Senjata nuklir menjadi salah satu asset yang ingin dimiliki oleh negara-negara besar karena nuklir merupakan senjata pemusnah massal yang sangat berbahaya. Amerika Serikat dan Uni Soviet merupakan contoh dari negara yang tertarik dalam pengembangan kemampuan senjata nuklir tersebut. Sebuah misil yang dimiliki Uni Soviet yang dianggap sebagai peningkatan kapabilitas Uni Soviet dapat mengancam Kawasan Euro-Atlantik. Hal ini membuat NATO menanggapi ancaman tersebut dengan mengadakan sebuah pertemuan untuk membahas strategi yang akan digunakan untuk menangkal ancaman tersebut. Setelah adanya pertemuan ini, dihasilkan sebuah perjanjian Intermediate Range Nuclear Force Treaty (INF Treaty) pada 8 Desember 1987 yang mengatur mengenai penggunaan dan pengembangan sistem peluncur dan misil dengan jarak 500 -- 5500. Perjanjian INF telah menjadi sebuah kerjasama yang sangat penting terhadap keamanan Euro-Atlantik selama bertahun-tahun. Pada 2 Agustus 2019, Amerika Serikat memutuskan untuk keluar dari perjanjian INF. Mundurnya AS dianggap sebagai ancaman serius bagi perdamaian Kawasan Euro-Atlantik.

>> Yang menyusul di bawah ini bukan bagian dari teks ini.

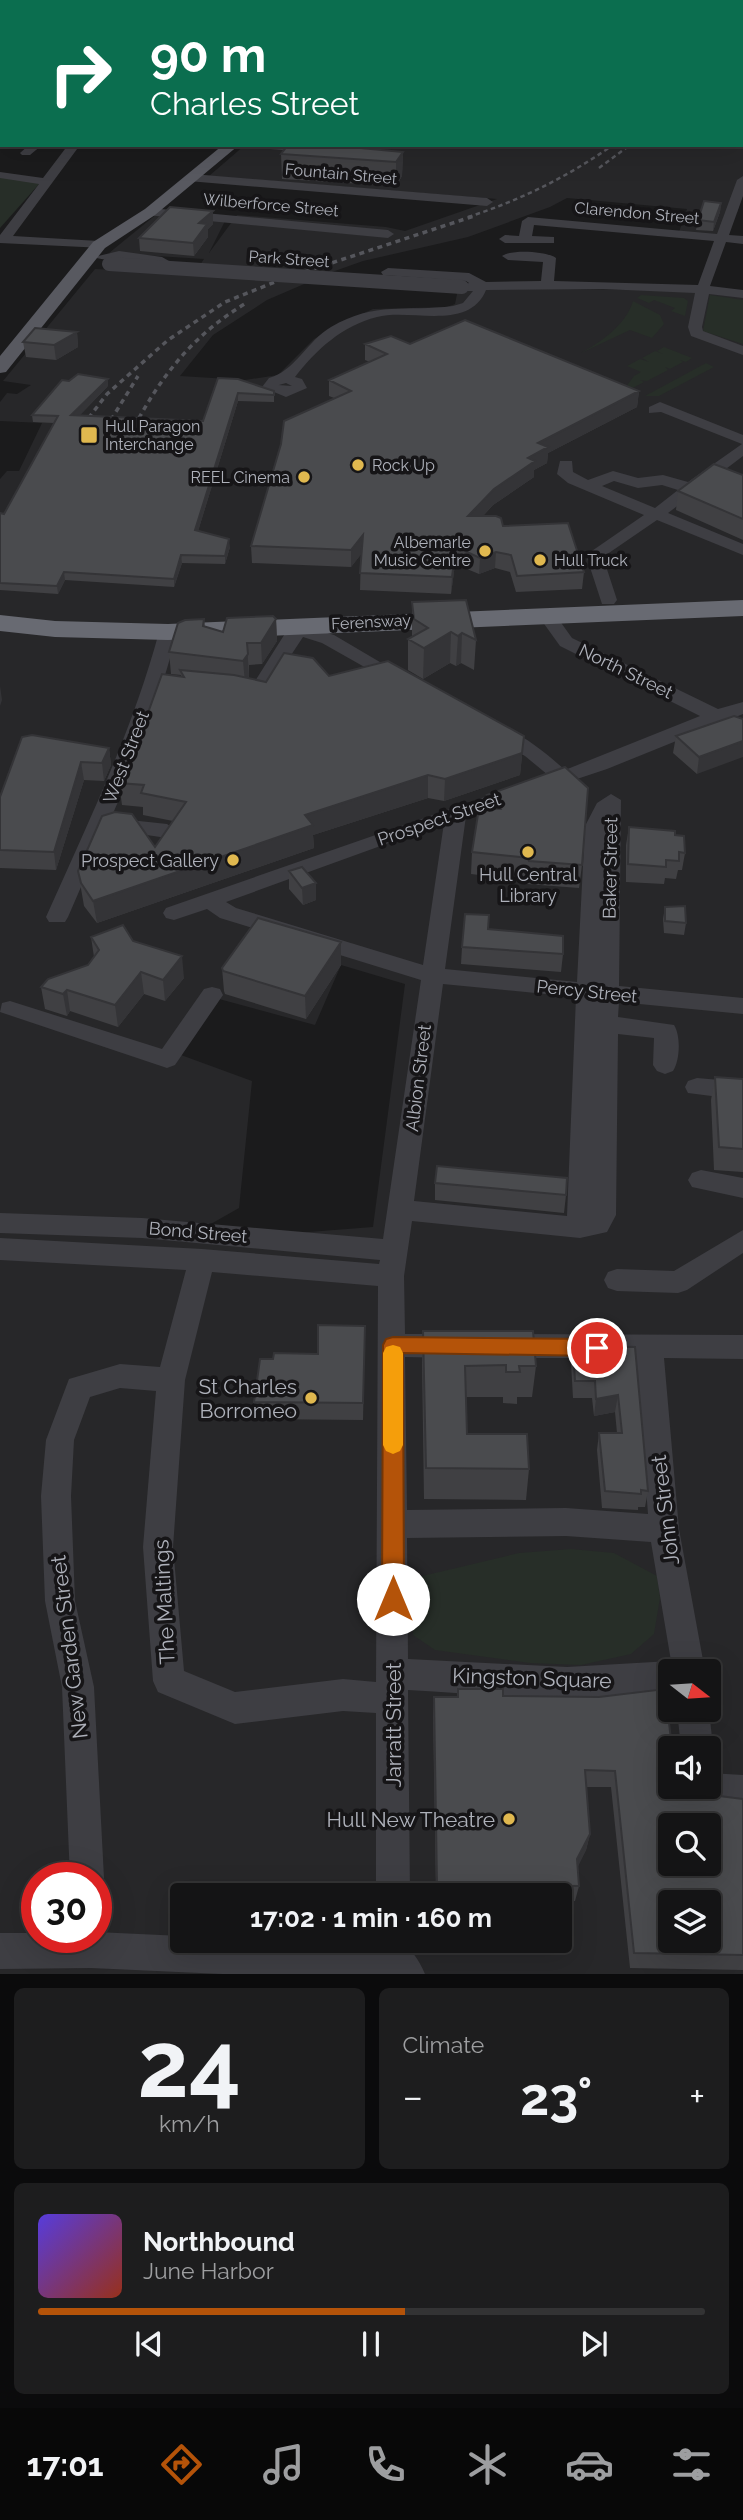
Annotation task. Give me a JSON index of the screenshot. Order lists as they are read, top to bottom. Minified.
{"streets":{"highway":["Ferensway"],"street":["Fountain Street","Wilberforce Street","Clarendon Street","Park Street","North Street","West Street","Prospect Street","Baker Street","Percy Street","Albion Street","Bond Street","John Street","The Maltings","New Garden Street","Kingston Square","Jarratt Street"]},"crossings":[["Ferensway","North Street"],["Ferensway","West Street"],["North Street","Prospect Street"],["Prospect Street","Percy Street"],["Prospect Street","Albion Street"],["Baker Street","Percy Street"],["Percy Street","Albion Street"],["Albion Street","Bond Street"],["Albion Street","Jarratt Street"],["The Maltings","New Garden Street"],["The Maltings","Kingston Square"],["The Maltings","Jarratt Street"],["Kingston Square","Jarratt Street"]],"places":{"transit":["Hull Paragon Interchange"],"other":["Rock Up","REEL Cinema","Albemarle Music Centre","Hull Truck","Hull Central Library","Prospect Gallery","St Charles Borromeo","Hull New Theatre"]},"north":"right","page":{"turn":["90 m","Charles Street"],"limit":"30","trip":"17:02 · 1 min · 160 m","tile":[["24","km/h"],"Climate"],"heat":["−","23°","+"],"song":["Northbound","June Harbor"],"tabs":"17:01"}}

Dari sudut pandang realisme ofensif, karena sistem dunia yang sifatnya anarki (tidak ada kekuasaan tertinggi selain negara), keluarnya AS dari perjanjian INF membuktikan bahwa negara memiliki posisi yang dominan/paling tinggi dalam sistem internasional. Selain itu, adanya ancaman bagi AS karena pengembangan misil yang dilakukan oleh negara lain dan kecurigaan terhadap kapabillitas militer negara lain. AS beranggapan bahwa jika tetap berada dalam perjanjian INF akan membatasi kepentingannya dalam mengembangkan misil, sehingga sebagai negara yang berperilaku rasional , AS memilih untuk keluar dari perjanjian INF yang tentu didasarkan pada kepentingan AS yang memiliki posisi paling penting diantara pertimbangan lainnya.